Apollo Magazine

Frieze week highlights: Tracey Emin puts on a visceral display of emotion

Plus: playful sculptures by Nairy Baghramian, revelatory paintings by Van Gogh, and the changing nature of beauty through the ages

Another Place to Live (2024), Tracey Emin. Photo: © White Cube (Eva Herzog); © Tracey Emin. All rights reserved, DACS 2024

With hundreds of exhibitions and events vying for attention in London during Frieze week, Apollo’s editors pick out the shows they don’t want to miss

‘Like a fool I followed love to the end. Like the sad haunted soul that I am, I followed you to the end.’ Scrawled on the bottom of a painting that gives Tracey Emin’s new show at White Cube in Bermondsey its name, these confessional words are full of the vulnerability that permeates much of the artist’s work (until 10 November). Anguished contemplations of love, sex and relationships are to the fore in a series of new paintings and sculptures, including a large-scale bronze of an abstract figure whose posture toes the line between tender intimacy and blatant exposure. Other works, such as Take Me to Heaven (2024), in which frenetic streaks of crimson gush from the abdomen of a bedridden female figure, grapple with mortality and grief, perhaps informed by Emin’s recent experience of bladder cancer.

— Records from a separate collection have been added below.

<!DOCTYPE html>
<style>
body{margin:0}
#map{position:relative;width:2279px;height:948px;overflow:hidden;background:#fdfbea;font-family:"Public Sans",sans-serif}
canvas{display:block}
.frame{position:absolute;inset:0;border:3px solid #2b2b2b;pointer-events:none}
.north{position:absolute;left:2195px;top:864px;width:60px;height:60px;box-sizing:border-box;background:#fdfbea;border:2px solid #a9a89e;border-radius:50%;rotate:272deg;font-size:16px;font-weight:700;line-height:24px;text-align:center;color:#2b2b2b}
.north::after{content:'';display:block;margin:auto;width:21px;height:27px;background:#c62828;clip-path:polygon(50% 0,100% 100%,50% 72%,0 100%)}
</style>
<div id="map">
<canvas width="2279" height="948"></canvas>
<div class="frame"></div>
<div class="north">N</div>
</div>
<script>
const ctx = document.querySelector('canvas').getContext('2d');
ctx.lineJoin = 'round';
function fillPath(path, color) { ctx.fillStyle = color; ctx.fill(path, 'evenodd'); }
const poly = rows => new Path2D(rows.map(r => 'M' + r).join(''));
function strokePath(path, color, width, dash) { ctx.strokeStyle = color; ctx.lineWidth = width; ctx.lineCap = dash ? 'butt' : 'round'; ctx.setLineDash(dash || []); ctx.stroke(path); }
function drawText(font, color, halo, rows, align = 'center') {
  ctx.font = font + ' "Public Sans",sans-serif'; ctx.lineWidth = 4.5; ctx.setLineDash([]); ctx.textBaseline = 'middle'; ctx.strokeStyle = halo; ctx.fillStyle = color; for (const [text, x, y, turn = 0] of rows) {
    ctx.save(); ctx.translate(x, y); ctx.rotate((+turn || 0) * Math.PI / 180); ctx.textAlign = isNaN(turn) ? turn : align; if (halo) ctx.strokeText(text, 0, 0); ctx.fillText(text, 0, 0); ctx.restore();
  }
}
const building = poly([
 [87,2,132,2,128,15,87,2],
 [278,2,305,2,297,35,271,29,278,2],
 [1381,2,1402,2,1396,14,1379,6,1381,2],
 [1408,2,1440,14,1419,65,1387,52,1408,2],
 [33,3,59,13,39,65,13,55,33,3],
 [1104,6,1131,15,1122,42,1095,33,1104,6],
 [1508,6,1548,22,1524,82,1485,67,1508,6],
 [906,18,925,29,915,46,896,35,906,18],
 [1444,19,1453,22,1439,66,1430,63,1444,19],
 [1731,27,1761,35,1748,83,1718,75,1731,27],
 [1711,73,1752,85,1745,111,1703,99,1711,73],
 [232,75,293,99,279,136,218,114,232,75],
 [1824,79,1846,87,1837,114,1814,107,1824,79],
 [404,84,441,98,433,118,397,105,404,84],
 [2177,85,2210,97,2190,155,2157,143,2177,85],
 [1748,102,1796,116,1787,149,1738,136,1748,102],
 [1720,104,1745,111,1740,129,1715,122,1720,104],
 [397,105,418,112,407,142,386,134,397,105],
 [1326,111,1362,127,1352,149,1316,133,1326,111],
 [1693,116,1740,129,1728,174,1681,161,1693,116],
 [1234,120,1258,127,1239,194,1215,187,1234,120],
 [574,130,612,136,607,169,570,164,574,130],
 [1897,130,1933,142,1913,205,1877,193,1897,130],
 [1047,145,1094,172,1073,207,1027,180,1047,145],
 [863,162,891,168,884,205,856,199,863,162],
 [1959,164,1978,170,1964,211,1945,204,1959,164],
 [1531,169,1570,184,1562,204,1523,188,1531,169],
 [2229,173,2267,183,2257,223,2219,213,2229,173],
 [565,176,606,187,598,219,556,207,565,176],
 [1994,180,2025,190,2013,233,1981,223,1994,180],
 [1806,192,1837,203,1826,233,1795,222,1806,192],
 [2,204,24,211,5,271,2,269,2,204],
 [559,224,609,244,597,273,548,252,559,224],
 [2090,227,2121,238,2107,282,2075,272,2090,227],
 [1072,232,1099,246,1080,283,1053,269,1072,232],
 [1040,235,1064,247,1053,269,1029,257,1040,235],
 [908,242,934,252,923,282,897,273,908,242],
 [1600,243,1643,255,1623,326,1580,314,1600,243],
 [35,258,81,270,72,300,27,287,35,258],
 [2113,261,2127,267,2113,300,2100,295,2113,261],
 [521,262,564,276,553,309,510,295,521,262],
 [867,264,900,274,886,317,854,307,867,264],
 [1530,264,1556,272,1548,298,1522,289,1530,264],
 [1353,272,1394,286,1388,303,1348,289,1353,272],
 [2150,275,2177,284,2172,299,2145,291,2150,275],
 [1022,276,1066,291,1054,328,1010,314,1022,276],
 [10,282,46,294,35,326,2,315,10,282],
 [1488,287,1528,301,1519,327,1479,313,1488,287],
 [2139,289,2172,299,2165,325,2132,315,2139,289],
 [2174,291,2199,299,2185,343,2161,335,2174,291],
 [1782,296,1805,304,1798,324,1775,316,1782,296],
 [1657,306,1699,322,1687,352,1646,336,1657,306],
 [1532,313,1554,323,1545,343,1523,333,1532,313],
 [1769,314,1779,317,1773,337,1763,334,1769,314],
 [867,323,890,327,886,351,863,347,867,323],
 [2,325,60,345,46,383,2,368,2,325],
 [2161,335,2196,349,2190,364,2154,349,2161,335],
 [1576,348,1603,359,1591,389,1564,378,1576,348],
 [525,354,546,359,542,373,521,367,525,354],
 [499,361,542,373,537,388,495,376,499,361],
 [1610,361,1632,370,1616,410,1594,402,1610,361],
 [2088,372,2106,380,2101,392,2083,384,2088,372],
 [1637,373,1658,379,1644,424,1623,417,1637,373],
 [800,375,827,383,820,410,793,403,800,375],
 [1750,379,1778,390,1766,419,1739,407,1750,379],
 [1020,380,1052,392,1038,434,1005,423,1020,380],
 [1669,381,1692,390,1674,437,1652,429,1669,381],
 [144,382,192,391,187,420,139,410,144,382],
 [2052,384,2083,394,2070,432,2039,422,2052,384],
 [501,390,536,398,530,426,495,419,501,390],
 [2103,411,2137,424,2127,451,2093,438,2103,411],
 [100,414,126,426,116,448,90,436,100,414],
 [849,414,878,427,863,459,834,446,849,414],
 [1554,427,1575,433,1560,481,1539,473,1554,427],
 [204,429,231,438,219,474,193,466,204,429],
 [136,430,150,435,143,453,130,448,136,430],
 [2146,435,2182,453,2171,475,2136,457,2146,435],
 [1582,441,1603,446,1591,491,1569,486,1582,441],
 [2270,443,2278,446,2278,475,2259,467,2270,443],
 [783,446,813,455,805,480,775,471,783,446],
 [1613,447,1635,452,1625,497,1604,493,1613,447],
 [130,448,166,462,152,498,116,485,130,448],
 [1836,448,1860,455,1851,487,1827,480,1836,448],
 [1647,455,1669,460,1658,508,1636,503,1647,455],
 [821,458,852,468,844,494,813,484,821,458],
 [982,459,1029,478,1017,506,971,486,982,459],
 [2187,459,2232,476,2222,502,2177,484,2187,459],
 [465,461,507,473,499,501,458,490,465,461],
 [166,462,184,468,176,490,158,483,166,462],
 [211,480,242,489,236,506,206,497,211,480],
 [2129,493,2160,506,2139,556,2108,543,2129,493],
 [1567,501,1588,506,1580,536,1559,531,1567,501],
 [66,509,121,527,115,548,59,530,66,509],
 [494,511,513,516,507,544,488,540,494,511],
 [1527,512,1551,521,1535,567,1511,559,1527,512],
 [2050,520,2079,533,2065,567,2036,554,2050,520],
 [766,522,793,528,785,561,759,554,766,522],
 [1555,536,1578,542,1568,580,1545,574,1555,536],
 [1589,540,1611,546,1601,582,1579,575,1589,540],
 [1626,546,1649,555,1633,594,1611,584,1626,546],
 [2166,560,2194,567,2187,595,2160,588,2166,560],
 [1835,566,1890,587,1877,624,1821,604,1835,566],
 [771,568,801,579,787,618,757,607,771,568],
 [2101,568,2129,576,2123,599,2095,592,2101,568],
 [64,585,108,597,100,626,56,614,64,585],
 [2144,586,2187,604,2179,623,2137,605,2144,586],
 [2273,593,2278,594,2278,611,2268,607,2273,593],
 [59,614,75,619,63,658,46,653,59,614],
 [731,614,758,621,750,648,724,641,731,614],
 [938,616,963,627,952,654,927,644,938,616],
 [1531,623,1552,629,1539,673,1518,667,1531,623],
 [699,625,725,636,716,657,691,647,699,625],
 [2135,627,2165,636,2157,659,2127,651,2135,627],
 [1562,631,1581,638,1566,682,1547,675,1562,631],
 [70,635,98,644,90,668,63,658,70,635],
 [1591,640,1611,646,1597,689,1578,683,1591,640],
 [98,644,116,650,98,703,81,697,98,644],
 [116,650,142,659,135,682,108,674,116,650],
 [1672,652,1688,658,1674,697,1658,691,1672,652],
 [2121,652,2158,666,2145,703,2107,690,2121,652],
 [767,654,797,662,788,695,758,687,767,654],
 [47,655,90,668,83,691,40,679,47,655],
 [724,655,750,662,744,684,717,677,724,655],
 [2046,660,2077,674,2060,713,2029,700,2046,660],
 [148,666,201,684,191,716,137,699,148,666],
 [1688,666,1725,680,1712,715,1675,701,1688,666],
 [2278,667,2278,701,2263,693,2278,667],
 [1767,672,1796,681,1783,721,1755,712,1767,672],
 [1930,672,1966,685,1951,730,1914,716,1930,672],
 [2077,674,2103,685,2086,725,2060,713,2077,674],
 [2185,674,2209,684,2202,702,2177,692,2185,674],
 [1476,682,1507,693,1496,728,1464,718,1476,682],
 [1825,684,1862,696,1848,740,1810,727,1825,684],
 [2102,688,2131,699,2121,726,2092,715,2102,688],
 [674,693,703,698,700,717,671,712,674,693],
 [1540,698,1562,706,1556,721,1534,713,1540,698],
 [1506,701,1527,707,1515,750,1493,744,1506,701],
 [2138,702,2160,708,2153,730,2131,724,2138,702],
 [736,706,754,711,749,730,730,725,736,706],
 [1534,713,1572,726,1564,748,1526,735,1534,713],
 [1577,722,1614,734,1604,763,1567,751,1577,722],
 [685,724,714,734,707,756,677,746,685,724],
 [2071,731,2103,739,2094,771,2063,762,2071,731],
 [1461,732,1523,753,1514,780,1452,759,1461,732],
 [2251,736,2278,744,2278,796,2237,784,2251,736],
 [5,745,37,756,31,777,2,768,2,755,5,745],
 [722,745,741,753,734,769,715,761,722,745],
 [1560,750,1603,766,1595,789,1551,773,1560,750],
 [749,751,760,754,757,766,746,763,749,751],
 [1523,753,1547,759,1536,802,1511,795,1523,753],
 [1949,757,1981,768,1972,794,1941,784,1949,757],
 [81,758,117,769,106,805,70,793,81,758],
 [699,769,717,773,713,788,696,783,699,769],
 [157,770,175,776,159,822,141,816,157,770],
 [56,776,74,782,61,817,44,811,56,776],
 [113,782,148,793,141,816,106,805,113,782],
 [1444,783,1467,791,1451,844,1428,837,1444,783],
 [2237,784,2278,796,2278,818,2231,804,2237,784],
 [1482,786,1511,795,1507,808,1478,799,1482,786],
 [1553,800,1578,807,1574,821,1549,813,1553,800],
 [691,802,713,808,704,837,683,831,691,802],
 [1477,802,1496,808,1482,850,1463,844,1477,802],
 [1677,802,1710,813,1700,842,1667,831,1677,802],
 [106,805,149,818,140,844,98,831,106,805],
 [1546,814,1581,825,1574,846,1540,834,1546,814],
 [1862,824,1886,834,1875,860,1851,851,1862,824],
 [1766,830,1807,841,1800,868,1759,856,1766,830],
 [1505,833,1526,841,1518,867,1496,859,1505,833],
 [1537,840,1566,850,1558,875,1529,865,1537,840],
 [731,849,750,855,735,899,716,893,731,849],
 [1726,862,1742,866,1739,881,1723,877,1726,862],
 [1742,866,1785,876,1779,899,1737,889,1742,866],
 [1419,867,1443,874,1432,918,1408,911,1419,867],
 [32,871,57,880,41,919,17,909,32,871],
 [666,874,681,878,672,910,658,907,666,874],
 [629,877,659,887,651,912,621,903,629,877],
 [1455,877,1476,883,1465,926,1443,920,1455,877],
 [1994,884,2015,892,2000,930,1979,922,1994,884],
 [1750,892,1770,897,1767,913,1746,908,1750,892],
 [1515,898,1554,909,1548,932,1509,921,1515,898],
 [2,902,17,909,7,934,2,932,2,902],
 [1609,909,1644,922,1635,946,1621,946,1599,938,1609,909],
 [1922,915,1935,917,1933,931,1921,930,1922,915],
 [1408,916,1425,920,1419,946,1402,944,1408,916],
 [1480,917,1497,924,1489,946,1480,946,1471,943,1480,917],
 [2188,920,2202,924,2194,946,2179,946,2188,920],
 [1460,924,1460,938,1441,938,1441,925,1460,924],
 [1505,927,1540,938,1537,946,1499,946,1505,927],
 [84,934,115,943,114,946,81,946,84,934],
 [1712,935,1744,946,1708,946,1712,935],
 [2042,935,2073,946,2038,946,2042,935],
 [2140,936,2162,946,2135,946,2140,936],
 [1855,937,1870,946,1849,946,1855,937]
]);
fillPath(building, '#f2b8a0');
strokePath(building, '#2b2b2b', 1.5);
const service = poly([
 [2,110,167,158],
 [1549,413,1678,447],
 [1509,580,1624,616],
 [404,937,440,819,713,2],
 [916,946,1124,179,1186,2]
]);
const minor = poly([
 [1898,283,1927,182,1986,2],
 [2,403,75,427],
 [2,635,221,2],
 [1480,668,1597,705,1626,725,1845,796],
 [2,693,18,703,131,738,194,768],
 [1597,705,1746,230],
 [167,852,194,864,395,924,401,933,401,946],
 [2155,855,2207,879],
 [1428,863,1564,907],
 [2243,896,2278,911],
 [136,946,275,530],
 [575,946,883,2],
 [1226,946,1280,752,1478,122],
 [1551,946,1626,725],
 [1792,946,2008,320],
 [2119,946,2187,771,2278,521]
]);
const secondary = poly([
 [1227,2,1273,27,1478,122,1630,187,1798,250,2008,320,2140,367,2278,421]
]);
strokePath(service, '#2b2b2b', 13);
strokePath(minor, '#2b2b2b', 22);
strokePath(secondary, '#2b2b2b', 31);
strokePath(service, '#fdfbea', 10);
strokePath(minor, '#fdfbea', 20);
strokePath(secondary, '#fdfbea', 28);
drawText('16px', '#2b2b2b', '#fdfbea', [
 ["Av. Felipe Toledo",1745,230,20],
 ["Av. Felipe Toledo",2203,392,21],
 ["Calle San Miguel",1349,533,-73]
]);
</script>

Installation view of ‘Nairy Baghramian: Jumbled Alphabet’ at South London Gallery, 2024. Photo: Jo Underhill; © the artist

Just a couple of miles south of White Cube is the South London Gallery, which is hosting a major show by Nairy Baghramian. ‘Jumbled Alphabet’ is a pleasing display of the artist’s playful sculptures, drawn primarily from her Misfits series (2021): undulating forms made from resin, wood, metal and other materials that evoke both children’s building blocks and also parts of the human body – limbs, joints, teeth (until 12 January 2025). In some sections, visitors are invited to touch and interact with the sculptures; there’s also a room full of drawings begun by Baghramian and left for children to add to – cue the unexpected results that emerge from shared creativity.

Olive Grove (1889), Vincent Van Gogh. Photo: © Gothenburg Museum of Art/Hossein Sehatlou

Meanwhile, the National Gallery is turning its attention to the two years Van Gogh spent in Arles and Saint Rémy in the south of France in ‘Van Gogh: Poets and Lovers’ (read Susan Moore’s review of the exhibition here). During this time, Van Gogh was inspired by the region and its inhabitants. It’s a stunning display of starry night skies, verdant parks and sunlit Provençal interiors – the kind of works most closely associated with the artist – but also presents a number of rarely displayed works on loan from museums around the world and from private collectors (until 19 January 2025).

Bone sculpture of Citipati (dancing skeletons) from 16th-century Mongolia. Colnaghi, London

Those craving something a little older among the modern and contemporary offerings might wish to pay a visit to Colnaghi. ‘The Decay of Beauty. The Beauty of Decay’ includes works spanning more than a thousand years (until 8 November). Connections are drawn between cultures, periods and mediums: a vanitas painting by the 17th–century artist Jan Vermeulen is paired with Maria Lassnig’s Memento mori (2002); meanwhile, a 10th-century bust of the skeletal Chamunda deity from India is presented alongside a 12th-century sculpture of Uma, the idealised feminine goddess from which the fearsome Chamunda is said to have been born.